For years, students and faculty at Governors State University have dreamed of hosting a film festival.
This year, their dream is coming true with the inaugural Chicago Southland International Film Festival.
Governors State will welcome high school and college students to the University Park campus Sept. 15 and 16 to showcase their short films as a part of the festival, the first event there of its kind.
The festival will showcase 19 short films from students from the United States, Germany, Russia, Canada and China, and will culminate in a Sept. 16 awards show that will recognize filmmakers for narrative and documentary short films and feature an audience choice award. Admission is free, but organizers request people reserve tickets on the Center for Performing Arts website.
Suzanne Patterson, external program manager for GSU’s School of Extended Learning, held a small festival last summer that acted as a kick start for this year’s international competition. She held three showings over three months, culminating in a showcase of student films from the Chicago area, and said she saw a lot of enthusiasm.

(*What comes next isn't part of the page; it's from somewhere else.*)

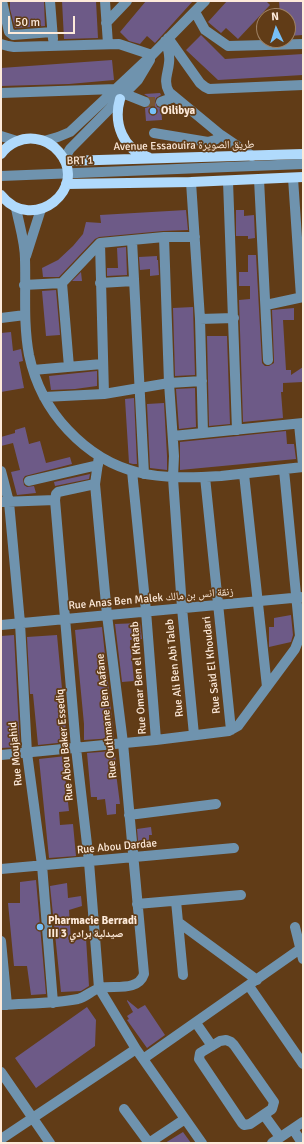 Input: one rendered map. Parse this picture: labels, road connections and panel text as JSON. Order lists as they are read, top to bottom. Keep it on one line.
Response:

“It was just to show we had a community that was interested in it,” Patterson said. “It was a very small deal — we did it all under the radar, but we did it, and it was Josh (Young) who came up to me afterward and said, ‘I’ve been dreaming for years to have a film festival here, let’s do it.’”
Young, an independent filmmaker and program developer of digital learning and media design at GSU, indeed said he had been hoping to host a film festival at the university since his first year as a graduate student in 2010. Patterson and Young are now co-chairs fof this year’s event, and said they were proud to finally be able to bring a full-fledged international lineup to fruition with the help of a multitude of university partners.
“The festival really would not have happened if we didn’t have the support of a lot of people on campus,” Young said. “We wanted to use this as an opportunity to raise awareness for GSU’s already rich cultural community.”
Last month, the festival screened director Bing Liu’s “Minding the Gap” and director Seth McClellan’s “Little Wound’s Warriors” for its feature film showcase. McClellan became the first graduate of GSU’s master of fine arts in independent film and digital imaging program in 2007, and said he was happy to come back to his alma mater.
“It was really nice and gratifying to be a part of this unique program,” McClellan said. “That’s a big part of why I’m so proud to be a GSU graduate and also so proud to take part in the film festival, is that there’s a really rich cultural tradition and a really amazing group of people who live in the south suburbs.”
McClellan said he credits GSU for giving him the tools to understand filmmaking. During his time at GSU, McClellan worked closely with professor Daniel Nearing and other faculty, doing filming and production work.
“It was really hands-on, and very much gaining experience by doing and actually creating,” McClellan said. “I got to film a lot and use some great equipment, and also get guided through my projects by very supportive and engaged teaching staff.”
Nearing acted as an advisor to the festival committee, and said the quality of the setting and the curation is what sets the event apart.
“They’re starting this thing at a very high professional standard,” Nearing said. “We’ve got this beautiful center for the performing arts, a fantastic projection system, super comfortable … beautifully curated selection; Anybody that pops in at any time over the course of those two days will not be disappointed.”
Nearing has written and directed two feature films, “Chicago Heights” and “Hogtown,” that have involved GSU students and staff and won critical acclaim. Nearing said the students at GSU are unique because, with an average age of 35, his graduate students work with a special passion and drive.
“The students I have at GSU by and large are remarkably dedicated,” Nearing said. “They’re looking for a second chance in their lives, and so they’re taking this very seriously. They want to grow creatively and professionally.”
The festival is part of a larger focus on the arts at the university, supported by president Elaine Maimon, who has championed the concept “living in the midst of art” during her 12 year tenure.
“As the only public university south of the Chicago city limits and north of Bloomington-Normal, we’re really creating something for our larger community,” Maimon said. “To have things like this international film festival… it creates an artistic hub for the community which makes this whole area a healthier area.”
Lana Rogachevskaya, executive director of the Center for Performing Arts, said that the venue is one of many at GSU that make it a hub for arts in the Southland.
“There’s a lot of exciting arts on campus right now,” Rogachevskaya said. “There’s renowned visual arts, student engagements, outreach; I think we’re on the cusp of the explosion.”
Going forward, organizers said they hope to turn the film festival into an annual event, bringing in more filmmakers from around the world. A new Bachelor of Fine Arts program rolling out this year will allow younger students to get involved with filmmaking at a higher level, Nearing said, and Patterson and Young echoed the desire to reach younger students through more outreach to local high schools.
“Our goal is certainly to expand the programming of the Chicago Southland International Film Festival,” Young said. “So we want to add different screening events, and expand not only what types of films we’re showing but also what kind of media we’re showing.”